Референт с подносом стояла неправдоподобно неподвижно, будто статуя в холле, а ректор деловито всунул половину галстука между двумя мягкими длинными ломтями. Переложил сочной котлетой и нарезкой овощей, обильно удобрил кетчупом, побрызгал маслом.
Кусок галстука он съел внутри приготовленного бургера. Жевал вдохновенно и сосредоточенно, а референт очень профессиональными движениями фотографировала его, стоя в стороне.
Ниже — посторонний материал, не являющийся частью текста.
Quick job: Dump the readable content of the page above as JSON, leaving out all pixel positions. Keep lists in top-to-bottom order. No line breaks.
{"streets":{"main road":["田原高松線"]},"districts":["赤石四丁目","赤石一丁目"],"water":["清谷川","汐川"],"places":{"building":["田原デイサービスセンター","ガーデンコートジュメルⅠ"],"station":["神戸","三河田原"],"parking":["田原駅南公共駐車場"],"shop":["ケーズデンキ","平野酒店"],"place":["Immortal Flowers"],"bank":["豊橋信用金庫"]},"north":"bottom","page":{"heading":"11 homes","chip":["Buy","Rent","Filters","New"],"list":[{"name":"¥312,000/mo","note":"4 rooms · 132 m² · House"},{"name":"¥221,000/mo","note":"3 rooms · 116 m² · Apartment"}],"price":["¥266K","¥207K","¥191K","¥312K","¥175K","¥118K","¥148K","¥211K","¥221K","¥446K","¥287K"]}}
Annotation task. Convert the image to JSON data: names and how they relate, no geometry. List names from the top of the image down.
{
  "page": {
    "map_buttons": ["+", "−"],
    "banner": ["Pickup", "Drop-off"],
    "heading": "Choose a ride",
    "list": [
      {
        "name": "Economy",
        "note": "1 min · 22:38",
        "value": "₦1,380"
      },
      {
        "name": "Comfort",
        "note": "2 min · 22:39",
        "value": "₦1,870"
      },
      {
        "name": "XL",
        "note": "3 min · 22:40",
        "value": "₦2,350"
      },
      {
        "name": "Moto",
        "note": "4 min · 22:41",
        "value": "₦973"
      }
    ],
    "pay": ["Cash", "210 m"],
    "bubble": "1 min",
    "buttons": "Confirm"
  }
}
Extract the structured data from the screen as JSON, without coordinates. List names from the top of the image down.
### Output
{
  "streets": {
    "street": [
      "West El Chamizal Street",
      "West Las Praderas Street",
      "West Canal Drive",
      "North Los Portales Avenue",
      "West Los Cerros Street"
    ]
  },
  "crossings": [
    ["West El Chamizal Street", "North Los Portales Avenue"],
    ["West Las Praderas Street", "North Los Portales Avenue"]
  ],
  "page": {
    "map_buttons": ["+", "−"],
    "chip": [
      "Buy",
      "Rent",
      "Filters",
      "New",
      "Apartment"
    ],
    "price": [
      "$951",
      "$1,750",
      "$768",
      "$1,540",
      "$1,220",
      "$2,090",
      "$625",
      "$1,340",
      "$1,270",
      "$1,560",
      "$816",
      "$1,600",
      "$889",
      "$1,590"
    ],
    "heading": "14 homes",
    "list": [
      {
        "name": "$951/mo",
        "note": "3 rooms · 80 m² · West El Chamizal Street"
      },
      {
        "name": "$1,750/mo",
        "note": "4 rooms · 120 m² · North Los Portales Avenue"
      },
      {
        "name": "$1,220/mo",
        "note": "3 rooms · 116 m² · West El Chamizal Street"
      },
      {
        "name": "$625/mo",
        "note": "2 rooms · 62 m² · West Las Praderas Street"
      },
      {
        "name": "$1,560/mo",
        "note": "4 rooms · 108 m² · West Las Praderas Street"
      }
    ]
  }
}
Затем он передал ей почтовый конверт для снимков, со штампом довольно известного художественного журнала, и отдал ещё какое-то распоряжение – по поводу отсылки его фотопортретов с галстучным бутербродом. Слова снова плохо различались, но мы всё-таки услышали пару-тройку раз повторенное с нажимом замысловатое словцо «перформанс».
Референтша деловито двинулась с конвертом на выход, и мы быстренько дали дёру.
Вскоре потом мы навестили Ариэля – он уже лежал в своём двухэтажном тереме – не так уж далеко от нас, среди такого же, как у нас, яблоневого сада, который у него, к сожалению, не плодоносил в этом году.
Я давно хотела заглянуть в гости к Марианне, но она всё твердила, что когда дома обе дочки – это такая суета-суетень, и нескончаемая музыка, и уйма животных. Однако наконец мы дождались, когда дочери их уехали на гастроли ансамбля костюмированных танцев, в котором выступали. Они уже не первый раз так путешествовали по миру. И тогда, в назначенный Марианной час, я явилась к ней в дом.